Content starts
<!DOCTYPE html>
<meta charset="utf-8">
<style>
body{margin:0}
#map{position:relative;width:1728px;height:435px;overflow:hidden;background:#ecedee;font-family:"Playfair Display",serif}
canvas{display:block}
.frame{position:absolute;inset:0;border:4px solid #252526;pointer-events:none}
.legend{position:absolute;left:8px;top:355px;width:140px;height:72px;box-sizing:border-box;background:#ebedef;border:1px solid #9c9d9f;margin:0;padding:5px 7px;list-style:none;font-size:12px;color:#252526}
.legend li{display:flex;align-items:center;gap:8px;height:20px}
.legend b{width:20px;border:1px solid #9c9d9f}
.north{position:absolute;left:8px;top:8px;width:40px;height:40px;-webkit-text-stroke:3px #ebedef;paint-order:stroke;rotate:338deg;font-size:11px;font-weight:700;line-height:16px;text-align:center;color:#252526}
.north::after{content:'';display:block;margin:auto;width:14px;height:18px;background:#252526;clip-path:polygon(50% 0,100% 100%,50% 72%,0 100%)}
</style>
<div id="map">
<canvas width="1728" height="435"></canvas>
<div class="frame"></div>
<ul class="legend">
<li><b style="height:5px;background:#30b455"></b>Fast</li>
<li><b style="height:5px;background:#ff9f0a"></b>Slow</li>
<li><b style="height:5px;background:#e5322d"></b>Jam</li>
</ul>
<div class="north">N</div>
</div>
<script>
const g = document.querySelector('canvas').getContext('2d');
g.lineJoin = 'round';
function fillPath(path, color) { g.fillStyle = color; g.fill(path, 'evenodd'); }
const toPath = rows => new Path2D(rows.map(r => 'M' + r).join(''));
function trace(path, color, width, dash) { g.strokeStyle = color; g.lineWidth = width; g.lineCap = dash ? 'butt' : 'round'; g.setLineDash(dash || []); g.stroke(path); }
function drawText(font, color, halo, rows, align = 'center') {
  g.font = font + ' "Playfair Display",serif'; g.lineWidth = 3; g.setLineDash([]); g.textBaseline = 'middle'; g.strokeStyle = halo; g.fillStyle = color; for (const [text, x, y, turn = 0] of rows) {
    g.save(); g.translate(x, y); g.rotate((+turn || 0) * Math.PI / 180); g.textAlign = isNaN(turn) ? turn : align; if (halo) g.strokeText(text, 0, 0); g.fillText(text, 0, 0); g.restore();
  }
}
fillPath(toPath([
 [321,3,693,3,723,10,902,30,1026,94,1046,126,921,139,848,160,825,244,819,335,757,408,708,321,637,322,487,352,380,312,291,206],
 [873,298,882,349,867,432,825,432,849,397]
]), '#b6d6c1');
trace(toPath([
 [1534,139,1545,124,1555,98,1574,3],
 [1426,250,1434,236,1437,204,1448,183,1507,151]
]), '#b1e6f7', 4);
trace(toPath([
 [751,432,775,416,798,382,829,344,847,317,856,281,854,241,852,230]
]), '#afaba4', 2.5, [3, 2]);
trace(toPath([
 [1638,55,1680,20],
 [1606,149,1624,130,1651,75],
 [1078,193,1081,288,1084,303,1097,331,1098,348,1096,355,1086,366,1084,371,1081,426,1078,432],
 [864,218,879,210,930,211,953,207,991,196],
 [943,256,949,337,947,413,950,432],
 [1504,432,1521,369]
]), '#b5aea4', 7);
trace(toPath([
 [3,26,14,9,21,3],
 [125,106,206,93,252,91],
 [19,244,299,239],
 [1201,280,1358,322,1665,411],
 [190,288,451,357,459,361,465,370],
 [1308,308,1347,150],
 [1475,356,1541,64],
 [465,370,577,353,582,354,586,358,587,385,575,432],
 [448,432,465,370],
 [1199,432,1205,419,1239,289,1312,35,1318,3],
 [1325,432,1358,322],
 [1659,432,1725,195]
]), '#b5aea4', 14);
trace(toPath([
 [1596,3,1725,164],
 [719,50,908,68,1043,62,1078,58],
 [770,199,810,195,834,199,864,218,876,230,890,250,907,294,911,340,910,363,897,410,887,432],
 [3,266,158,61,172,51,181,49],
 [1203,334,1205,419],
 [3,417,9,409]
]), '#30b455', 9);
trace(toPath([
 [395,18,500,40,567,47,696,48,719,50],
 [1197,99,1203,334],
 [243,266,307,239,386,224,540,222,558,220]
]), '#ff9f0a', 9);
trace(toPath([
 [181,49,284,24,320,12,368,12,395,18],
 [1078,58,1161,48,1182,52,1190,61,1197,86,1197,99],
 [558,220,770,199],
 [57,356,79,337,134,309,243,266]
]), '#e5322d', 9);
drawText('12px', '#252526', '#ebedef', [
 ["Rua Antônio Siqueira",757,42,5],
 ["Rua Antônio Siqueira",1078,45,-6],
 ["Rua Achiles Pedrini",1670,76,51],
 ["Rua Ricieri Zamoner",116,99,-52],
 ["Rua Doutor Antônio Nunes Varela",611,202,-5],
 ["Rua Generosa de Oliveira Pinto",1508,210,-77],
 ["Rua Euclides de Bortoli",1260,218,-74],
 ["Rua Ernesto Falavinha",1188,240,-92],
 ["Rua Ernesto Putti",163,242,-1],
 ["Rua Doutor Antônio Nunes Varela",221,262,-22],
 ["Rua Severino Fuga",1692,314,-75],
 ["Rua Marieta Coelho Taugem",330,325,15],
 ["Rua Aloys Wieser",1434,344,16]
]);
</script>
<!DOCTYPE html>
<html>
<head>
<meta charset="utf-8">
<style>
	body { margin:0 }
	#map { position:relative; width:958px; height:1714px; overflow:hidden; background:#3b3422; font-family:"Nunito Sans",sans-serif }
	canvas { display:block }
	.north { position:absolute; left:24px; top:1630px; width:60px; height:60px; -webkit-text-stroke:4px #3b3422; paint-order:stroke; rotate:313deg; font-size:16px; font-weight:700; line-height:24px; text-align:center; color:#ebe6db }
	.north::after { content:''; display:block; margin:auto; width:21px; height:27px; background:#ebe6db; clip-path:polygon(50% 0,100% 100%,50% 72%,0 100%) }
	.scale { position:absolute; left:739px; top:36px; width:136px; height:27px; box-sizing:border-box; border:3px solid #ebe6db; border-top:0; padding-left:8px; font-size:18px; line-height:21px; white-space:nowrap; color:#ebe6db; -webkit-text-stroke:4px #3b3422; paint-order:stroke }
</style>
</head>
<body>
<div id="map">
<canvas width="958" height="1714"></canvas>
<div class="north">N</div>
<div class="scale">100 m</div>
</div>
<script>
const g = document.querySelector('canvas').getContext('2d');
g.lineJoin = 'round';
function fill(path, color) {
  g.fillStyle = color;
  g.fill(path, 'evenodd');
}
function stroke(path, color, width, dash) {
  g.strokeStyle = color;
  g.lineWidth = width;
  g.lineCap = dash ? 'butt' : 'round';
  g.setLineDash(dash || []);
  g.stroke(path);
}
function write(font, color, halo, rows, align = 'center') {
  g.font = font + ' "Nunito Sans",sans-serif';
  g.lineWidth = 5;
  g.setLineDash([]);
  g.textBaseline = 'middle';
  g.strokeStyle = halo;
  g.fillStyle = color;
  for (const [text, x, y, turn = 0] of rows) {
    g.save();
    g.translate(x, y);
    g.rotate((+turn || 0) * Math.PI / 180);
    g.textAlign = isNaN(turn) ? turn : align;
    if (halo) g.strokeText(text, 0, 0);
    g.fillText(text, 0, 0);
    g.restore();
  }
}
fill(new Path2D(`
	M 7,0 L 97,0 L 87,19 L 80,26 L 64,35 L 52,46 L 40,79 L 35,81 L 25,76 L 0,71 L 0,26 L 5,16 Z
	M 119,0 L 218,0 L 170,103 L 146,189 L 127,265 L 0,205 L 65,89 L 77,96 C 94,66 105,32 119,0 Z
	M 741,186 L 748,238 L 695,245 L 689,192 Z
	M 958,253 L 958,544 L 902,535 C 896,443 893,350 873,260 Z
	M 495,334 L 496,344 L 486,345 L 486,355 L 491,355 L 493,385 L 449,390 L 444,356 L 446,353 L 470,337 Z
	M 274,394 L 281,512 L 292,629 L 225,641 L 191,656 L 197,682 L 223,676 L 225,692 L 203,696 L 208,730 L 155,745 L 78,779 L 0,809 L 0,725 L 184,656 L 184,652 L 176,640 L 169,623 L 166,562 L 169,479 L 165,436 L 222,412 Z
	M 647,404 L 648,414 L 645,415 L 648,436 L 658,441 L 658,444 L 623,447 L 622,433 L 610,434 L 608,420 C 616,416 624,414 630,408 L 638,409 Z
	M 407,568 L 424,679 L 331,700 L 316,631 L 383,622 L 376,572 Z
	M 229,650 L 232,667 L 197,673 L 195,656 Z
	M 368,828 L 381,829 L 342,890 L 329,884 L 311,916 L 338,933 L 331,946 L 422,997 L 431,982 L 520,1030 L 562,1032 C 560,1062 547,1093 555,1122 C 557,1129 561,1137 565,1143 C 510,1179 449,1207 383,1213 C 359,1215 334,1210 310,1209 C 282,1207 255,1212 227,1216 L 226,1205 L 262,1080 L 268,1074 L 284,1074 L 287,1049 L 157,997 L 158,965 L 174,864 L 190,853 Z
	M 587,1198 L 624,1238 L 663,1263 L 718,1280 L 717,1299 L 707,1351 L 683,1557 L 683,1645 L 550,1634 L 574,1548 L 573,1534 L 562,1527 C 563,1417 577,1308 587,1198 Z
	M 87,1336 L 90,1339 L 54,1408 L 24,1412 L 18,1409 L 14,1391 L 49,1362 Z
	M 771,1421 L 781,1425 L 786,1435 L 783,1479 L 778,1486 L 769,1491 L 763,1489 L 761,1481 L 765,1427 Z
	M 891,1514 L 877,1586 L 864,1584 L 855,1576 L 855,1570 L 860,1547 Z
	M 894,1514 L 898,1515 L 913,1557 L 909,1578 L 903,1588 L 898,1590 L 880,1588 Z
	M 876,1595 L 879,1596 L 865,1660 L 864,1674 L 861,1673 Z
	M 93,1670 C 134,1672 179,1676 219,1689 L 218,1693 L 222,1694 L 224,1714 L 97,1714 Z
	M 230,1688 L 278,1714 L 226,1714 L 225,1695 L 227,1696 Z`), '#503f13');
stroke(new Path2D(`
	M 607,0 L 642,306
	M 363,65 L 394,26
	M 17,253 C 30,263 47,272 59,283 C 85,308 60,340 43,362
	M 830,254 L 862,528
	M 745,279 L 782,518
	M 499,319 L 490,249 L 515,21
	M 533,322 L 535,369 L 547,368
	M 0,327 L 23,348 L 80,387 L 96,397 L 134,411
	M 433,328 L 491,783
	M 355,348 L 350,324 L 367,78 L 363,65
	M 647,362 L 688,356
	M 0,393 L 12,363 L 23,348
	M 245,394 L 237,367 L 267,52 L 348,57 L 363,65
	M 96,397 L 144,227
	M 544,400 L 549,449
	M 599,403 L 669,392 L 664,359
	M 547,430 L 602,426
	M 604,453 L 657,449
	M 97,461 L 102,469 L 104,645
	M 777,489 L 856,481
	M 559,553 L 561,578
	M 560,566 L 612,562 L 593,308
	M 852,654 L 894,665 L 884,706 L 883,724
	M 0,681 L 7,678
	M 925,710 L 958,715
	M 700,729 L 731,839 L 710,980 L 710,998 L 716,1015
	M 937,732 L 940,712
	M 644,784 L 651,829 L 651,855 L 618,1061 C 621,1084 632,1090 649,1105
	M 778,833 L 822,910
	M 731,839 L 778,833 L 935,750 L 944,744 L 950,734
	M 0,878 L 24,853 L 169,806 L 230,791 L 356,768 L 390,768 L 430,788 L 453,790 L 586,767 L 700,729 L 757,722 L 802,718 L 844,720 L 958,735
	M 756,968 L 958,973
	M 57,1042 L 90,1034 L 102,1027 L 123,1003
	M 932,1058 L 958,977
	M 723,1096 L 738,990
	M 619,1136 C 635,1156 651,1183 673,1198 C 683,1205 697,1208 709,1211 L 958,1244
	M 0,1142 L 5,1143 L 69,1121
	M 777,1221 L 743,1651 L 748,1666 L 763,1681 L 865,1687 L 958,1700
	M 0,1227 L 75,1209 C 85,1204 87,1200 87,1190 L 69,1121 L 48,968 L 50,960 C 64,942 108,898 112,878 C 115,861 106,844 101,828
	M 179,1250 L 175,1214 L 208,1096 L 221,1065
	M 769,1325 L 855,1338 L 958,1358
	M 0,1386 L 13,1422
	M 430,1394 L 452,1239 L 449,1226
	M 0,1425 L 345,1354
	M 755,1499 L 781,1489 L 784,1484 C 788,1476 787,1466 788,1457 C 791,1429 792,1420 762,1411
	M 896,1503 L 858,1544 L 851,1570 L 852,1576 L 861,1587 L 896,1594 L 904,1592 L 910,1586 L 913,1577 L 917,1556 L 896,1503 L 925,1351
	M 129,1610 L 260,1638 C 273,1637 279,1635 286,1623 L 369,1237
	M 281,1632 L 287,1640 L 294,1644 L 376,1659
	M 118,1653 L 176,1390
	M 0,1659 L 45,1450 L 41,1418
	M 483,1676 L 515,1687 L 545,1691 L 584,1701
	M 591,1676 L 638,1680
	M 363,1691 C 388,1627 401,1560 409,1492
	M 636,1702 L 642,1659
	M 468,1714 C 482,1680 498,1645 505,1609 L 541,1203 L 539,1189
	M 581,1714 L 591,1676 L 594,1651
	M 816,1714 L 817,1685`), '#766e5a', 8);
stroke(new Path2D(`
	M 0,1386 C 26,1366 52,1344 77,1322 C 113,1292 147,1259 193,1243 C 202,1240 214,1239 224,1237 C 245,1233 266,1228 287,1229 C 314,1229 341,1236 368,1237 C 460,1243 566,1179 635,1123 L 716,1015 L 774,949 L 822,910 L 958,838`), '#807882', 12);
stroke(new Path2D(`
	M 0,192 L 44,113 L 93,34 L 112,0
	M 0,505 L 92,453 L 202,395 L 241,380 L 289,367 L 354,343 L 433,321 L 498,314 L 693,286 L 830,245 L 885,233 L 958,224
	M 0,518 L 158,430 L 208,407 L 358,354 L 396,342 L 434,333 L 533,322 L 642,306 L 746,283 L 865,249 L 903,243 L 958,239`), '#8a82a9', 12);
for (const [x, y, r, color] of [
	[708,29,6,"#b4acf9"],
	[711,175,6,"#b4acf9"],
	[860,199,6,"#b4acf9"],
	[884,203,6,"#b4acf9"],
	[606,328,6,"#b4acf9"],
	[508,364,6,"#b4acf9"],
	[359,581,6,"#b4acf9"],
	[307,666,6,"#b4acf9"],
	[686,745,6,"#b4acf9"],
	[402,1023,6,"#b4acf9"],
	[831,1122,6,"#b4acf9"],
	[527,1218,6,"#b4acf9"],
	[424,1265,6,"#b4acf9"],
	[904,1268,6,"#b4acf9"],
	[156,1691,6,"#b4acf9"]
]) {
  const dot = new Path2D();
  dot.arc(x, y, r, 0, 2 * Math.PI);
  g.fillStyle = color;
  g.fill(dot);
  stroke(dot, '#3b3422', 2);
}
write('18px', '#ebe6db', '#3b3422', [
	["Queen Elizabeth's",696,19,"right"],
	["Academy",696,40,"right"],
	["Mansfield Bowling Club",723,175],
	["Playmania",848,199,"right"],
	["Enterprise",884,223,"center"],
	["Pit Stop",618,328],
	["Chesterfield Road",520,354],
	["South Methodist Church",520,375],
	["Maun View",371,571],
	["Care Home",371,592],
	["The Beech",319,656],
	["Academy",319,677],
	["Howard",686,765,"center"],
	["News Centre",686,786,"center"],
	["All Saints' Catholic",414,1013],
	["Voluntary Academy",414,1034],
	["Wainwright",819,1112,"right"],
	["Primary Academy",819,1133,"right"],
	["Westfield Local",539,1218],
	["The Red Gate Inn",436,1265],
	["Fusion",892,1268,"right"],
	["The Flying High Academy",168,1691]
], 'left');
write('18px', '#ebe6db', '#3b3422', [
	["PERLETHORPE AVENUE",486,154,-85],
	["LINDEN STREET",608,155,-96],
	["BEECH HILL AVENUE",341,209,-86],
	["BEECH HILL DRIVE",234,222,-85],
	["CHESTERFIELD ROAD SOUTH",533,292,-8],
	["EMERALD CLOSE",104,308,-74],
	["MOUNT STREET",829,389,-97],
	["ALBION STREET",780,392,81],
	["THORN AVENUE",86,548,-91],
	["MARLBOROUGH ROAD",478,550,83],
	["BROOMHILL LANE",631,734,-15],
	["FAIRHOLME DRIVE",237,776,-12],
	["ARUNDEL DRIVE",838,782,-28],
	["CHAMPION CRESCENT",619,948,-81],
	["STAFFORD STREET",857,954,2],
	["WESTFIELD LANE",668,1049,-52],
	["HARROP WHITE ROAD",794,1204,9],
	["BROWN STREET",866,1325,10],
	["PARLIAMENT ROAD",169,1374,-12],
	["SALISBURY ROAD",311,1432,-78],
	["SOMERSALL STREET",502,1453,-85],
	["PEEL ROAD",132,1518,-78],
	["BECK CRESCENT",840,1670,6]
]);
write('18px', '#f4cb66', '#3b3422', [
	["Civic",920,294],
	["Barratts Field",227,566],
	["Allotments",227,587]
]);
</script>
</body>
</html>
Content ends
• [Task to complete]:
Only one stretch is wanted, so please give again exactly the lines from the start of the data through the line containing "function trace(path, color, width, dash)", both ends included.

• [Finished task]:
<!DOCTYPE html>
<meta charset="utf-8">
<style>
body{margin:0}
#map{position:relative;width:1728px;height:435px;overflow:hidden;background:#ecedee;font-family:"Playfair Display",serif}
canvas{display:block}
.frame{position:absolute;inset:0;border:4px solid #252526;pointer-events:none}
.legend{position:absolute;left:8px;top:355px;width:140px;height:72px;box-sizing:border-box;background:#ebedef;border:1px solid #9c9d9f;margin:0;padding:5px 7px;list-style:none;font-size:12px;color:#252526}
.legend li{display:flex;align-items:center;gap:8px;height:20px}
.legend b{width:20px;border:1px solid #9c9d9f}
.north{position:absolute;left:8px;top:8px;width:40px;height:40px;-webkit-text-stroke:3px #ebedef;paint-order:stroke;rotate:338deg;font-size:11px;font-weight:700;line-height:16px;text-align:center;color:#252526}
.north::after{content:'';display:block;margin:auto;width:14px;height:18px;background:#252526;clip-path:polygon(50% 0,100% 100%,50% 72%,0 100%)}
</style>
<div id="map">
<canvas width="1728" height="435"></canvas>
<div class="frame"></div>
<ul class="legend">
<li><b style="height:5px;background:#30b455"></b>Fast</li>
<li><b style="height:5px;background:#ff9f0a"></b>Slow</li>
<li><b style="height:5px;background:#e5322d"></b>Jam</li>
</ul>
<div class="north">N</div>
</div>
<script>
const g = document.querySelector('canvas').getContext('2d');
g.lineJoin = 'round';
function fillPath(path, color) { g.fillStyle = color; g.fill(path, 'evenodd'); }
const toPath = rows => new Path2D(rows.map(r => 'M' + r).join(''));
function trace(path, color, width, dash) { g.strokeStyle = color; g.lineWidth = width; g.lineCap = dash ? 'butt' : 'round'; g.setLineDash(dash || []); g.stroke(path); }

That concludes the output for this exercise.